** Given information follows **

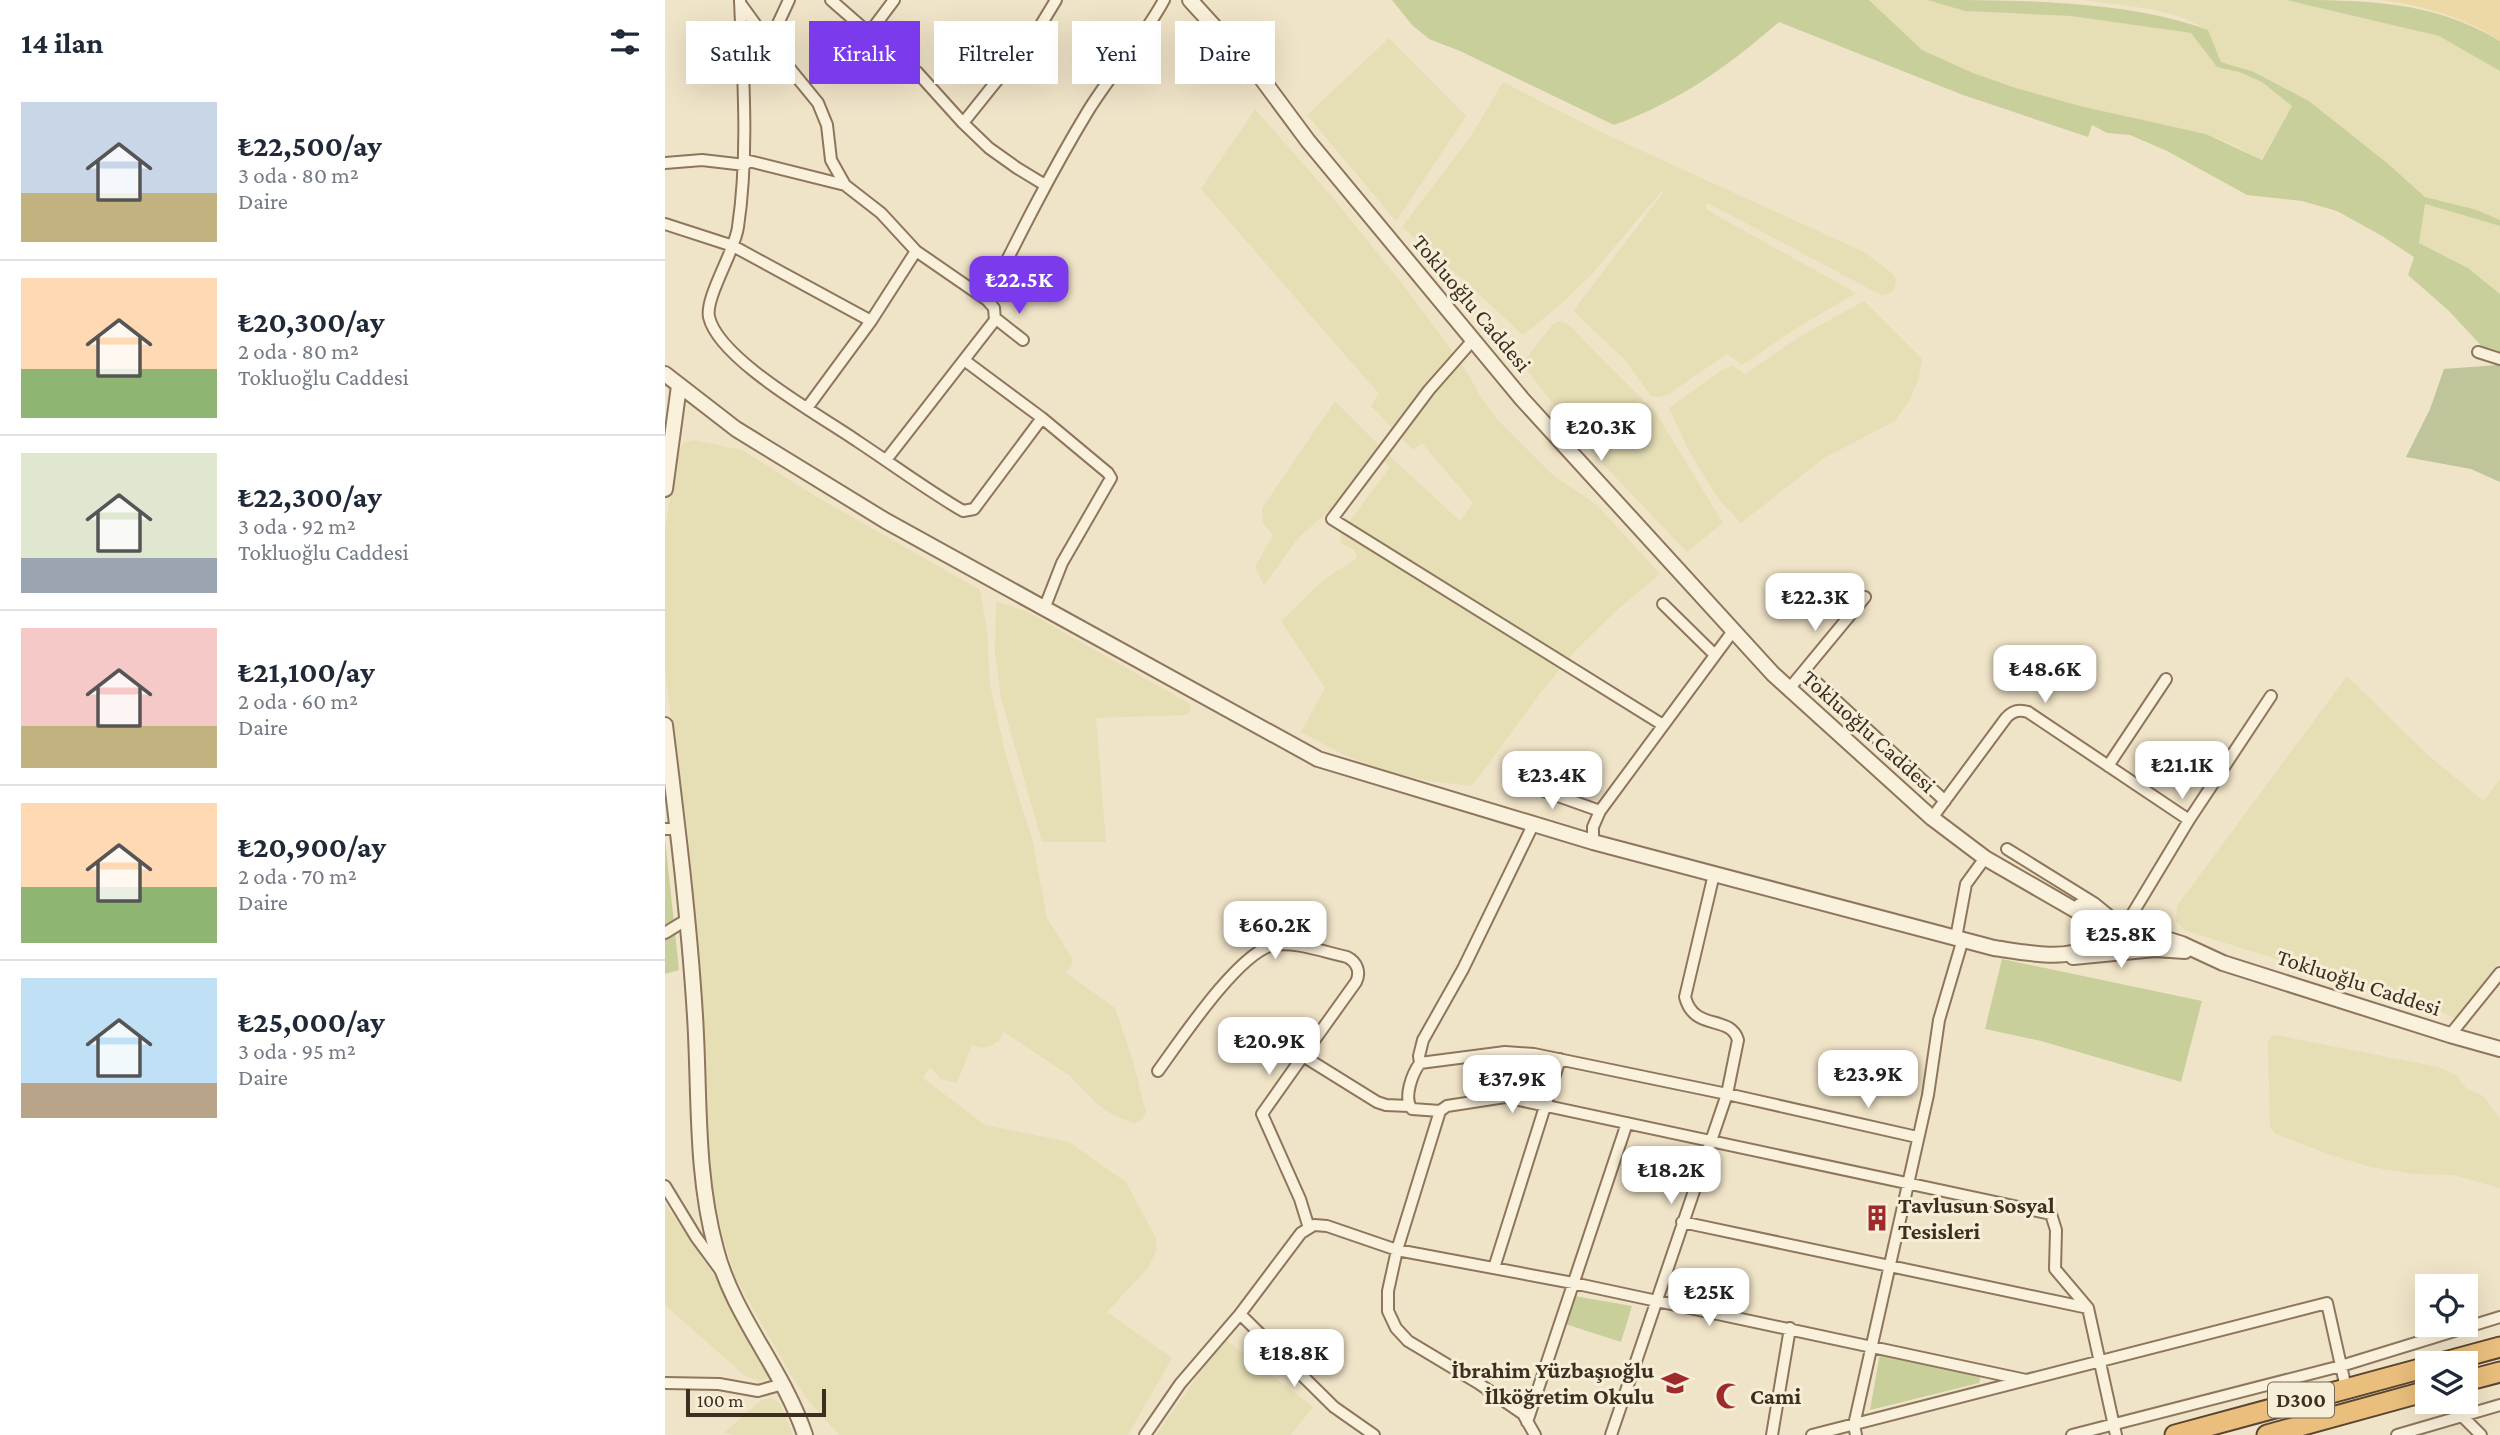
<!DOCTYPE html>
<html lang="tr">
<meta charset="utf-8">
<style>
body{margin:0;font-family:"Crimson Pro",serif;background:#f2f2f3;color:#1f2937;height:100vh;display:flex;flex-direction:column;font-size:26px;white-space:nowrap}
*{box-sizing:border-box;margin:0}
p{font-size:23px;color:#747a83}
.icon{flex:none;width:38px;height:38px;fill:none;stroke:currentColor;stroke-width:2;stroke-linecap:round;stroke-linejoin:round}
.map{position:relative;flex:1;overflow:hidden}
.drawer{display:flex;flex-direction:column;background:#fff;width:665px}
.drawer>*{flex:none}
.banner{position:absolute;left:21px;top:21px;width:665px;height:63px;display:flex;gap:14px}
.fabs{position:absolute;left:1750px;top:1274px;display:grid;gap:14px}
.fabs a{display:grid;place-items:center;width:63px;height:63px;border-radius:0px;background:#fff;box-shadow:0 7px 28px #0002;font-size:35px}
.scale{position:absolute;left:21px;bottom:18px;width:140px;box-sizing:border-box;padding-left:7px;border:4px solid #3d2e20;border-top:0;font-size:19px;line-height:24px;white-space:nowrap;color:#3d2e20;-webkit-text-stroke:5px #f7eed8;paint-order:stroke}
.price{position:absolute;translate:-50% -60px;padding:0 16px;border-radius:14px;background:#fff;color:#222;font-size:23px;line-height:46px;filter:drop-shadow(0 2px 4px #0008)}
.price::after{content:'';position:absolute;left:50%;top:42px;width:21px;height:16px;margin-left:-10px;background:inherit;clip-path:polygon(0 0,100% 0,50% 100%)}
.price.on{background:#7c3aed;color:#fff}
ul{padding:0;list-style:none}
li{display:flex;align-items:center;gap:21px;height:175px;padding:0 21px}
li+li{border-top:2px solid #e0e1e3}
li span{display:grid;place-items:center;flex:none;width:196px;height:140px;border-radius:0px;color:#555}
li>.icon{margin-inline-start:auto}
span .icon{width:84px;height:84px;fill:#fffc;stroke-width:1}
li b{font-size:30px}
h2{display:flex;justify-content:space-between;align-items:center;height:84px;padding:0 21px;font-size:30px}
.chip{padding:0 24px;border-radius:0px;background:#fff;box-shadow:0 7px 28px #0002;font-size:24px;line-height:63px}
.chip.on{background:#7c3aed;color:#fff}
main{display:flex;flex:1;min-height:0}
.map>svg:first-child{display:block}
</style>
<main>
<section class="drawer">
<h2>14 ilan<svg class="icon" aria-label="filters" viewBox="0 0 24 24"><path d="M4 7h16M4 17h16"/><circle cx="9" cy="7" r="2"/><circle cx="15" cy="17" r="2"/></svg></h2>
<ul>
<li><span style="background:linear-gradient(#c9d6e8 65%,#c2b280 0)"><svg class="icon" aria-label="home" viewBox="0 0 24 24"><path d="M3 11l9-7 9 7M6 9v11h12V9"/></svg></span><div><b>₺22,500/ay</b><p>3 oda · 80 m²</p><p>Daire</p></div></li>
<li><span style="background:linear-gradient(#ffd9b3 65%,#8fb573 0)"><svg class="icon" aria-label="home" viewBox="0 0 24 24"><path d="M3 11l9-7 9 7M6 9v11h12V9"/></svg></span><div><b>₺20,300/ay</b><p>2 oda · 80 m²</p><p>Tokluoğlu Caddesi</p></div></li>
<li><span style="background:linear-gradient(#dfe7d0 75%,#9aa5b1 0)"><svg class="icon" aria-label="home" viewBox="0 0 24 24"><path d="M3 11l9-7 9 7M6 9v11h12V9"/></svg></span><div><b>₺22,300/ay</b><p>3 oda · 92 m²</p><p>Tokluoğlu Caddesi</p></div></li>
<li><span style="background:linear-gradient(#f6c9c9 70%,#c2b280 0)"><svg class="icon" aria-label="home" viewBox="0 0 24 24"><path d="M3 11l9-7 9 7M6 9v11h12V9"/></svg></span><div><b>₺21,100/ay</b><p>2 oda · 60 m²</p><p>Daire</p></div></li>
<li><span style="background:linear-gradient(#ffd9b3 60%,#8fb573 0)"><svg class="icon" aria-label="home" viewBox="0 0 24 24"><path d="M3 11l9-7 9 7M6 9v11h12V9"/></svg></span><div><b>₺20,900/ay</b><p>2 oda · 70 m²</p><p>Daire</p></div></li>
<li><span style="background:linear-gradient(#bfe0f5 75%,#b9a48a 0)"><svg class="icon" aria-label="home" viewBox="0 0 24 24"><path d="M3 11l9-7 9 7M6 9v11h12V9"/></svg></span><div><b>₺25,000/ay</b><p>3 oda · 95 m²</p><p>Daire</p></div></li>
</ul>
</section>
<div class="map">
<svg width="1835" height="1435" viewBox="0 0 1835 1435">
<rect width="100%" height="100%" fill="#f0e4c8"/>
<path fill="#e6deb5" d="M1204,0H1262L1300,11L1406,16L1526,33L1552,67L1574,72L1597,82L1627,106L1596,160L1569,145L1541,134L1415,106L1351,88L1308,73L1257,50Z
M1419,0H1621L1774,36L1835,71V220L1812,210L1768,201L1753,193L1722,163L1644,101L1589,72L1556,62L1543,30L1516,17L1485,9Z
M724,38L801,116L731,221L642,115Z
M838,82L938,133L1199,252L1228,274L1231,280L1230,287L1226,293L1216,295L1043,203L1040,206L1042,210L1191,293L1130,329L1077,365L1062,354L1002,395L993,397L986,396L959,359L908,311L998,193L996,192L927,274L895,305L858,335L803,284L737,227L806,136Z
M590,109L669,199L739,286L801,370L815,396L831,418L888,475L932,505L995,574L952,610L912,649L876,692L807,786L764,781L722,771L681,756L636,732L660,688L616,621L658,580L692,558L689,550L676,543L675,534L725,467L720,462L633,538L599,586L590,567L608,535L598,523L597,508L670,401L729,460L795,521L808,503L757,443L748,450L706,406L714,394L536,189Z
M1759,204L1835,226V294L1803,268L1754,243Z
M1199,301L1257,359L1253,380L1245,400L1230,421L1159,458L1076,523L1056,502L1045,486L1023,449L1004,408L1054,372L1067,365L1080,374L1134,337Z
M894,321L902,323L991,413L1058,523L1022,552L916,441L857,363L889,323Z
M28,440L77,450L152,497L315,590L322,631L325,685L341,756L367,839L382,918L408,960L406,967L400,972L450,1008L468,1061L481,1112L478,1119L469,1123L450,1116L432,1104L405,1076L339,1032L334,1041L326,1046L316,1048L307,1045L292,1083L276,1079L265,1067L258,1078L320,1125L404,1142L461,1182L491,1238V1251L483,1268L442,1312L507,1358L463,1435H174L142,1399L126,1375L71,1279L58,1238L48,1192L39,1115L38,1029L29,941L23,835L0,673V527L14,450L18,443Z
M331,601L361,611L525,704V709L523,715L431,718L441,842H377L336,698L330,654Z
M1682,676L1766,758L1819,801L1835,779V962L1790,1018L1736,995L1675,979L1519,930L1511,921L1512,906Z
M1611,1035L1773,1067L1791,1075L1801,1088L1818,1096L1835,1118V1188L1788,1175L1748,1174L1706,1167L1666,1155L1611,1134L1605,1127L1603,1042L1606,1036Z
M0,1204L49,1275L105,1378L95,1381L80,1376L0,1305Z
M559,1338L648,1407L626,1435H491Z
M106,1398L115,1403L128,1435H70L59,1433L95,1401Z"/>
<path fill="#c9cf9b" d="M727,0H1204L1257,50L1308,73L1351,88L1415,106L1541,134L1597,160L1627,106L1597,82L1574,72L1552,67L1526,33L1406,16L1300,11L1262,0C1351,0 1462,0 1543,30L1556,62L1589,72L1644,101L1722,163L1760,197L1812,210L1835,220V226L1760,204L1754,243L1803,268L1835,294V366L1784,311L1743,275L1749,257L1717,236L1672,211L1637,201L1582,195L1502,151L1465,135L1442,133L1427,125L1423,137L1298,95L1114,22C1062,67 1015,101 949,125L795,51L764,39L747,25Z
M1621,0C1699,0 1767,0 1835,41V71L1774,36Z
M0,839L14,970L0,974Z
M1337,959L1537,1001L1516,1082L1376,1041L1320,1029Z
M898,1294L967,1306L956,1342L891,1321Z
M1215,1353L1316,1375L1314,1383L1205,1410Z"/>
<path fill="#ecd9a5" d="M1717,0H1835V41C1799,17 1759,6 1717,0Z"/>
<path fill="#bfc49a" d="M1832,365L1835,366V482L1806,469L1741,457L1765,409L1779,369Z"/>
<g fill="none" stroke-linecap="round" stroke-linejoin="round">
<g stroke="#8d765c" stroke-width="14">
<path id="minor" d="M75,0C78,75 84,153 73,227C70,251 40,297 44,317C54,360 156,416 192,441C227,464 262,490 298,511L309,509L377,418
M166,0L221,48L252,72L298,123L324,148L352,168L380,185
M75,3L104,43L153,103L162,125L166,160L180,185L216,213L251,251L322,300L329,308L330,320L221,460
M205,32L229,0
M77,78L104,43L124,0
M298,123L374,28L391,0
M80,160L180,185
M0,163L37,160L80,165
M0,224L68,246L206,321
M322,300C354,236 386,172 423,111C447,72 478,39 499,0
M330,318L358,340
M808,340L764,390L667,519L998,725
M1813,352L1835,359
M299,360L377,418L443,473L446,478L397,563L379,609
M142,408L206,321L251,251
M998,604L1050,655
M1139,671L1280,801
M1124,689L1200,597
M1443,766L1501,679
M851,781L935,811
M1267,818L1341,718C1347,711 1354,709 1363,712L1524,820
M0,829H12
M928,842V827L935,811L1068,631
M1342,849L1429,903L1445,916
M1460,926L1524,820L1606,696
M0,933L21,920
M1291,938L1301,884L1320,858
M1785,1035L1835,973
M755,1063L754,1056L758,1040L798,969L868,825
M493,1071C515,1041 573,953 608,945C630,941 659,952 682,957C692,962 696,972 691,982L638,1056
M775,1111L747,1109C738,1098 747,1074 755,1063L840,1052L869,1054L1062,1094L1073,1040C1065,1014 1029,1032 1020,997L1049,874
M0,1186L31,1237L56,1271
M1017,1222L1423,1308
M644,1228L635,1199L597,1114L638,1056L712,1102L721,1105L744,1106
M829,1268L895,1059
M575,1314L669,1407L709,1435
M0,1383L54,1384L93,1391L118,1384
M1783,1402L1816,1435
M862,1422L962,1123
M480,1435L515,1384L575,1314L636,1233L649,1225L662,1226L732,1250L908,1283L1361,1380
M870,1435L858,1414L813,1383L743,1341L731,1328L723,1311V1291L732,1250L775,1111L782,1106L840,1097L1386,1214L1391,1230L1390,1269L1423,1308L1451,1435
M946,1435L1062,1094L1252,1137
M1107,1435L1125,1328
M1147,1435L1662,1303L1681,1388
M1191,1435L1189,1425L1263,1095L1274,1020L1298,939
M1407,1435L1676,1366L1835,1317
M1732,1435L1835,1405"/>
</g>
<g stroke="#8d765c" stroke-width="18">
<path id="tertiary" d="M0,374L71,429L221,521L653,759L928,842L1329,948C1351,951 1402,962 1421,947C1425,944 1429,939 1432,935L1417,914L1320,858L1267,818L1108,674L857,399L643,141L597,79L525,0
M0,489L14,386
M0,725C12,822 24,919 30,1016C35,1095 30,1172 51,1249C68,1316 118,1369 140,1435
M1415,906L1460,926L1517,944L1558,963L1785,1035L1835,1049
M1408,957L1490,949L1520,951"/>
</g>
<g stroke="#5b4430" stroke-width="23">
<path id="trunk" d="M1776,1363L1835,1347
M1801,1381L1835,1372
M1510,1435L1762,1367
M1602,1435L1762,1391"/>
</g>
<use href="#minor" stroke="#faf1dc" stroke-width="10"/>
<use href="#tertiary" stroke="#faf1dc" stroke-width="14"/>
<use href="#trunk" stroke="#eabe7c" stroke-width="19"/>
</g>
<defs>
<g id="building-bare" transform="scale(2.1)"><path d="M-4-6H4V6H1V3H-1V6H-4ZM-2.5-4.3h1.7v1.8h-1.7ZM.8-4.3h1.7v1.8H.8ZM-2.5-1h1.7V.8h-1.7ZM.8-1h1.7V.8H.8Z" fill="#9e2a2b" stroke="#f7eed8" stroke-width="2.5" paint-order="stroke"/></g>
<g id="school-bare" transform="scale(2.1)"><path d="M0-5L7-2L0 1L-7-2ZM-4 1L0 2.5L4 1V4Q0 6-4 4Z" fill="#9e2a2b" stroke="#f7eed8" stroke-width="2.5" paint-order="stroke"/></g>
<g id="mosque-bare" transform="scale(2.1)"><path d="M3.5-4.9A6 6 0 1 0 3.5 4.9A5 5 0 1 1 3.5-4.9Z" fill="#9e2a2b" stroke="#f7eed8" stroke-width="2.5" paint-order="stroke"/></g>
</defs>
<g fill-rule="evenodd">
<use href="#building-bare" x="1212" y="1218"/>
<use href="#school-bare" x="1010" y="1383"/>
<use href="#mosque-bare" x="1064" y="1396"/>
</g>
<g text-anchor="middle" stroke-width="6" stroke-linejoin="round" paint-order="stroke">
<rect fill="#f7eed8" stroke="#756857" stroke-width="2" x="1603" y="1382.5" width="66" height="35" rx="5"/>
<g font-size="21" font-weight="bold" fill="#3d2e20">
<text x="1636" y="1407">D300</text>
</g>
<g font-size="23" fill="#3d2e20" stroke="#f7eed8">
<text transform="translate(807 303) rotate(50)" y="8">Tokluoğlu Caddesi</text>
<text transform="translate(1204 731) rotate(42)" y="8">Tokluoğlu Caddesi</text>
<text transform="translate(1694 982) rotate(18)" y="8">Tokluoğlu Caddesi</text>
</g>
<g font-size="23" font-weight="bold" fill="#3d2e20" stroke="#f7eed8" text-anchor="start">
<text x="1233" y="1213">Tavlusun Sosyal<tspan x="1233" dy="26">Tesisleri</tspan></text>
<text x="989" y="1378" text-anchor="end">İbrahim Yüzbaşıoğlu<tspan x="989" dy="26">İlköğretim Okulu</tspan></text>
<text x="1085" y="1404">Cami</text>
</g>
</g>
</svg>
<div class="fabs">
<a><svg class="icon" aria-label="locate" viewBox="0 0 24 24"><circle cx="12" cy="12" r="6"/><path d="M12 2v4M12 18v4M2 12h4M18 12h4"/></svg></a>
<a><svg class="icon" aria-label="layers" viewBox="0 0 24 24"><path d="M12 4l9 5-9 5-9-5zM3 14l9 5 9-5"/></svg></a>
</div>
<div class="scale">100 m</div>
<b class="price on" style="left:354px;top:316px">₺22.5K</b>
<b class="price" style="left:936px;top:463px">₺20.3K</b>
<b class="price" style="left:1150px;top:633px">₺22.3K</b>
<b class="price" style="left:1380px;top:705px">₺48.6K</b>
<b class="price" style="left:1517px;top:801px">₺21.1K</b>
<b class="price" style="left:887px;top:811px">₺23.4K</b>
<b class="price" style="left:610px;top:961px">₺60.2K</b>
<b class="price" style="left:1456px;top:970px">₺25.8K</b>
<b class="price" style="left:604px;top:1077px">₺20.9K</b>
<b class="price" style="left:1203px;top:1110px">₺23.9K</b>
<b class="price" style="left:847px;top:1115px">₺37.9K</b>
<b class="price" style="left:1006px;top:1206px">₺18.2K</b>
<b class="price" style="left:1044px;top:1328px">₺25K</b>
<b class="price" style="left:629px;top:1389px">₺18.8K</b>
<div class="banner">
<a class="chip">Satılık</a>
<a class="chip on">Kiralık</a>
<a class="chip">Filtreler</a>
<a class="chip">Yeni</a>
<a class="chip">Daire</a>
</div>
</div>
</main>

** End of Given information **

| What to do |
How many of the lines in these entries hold "position"? Report only the count.

| Your response |
6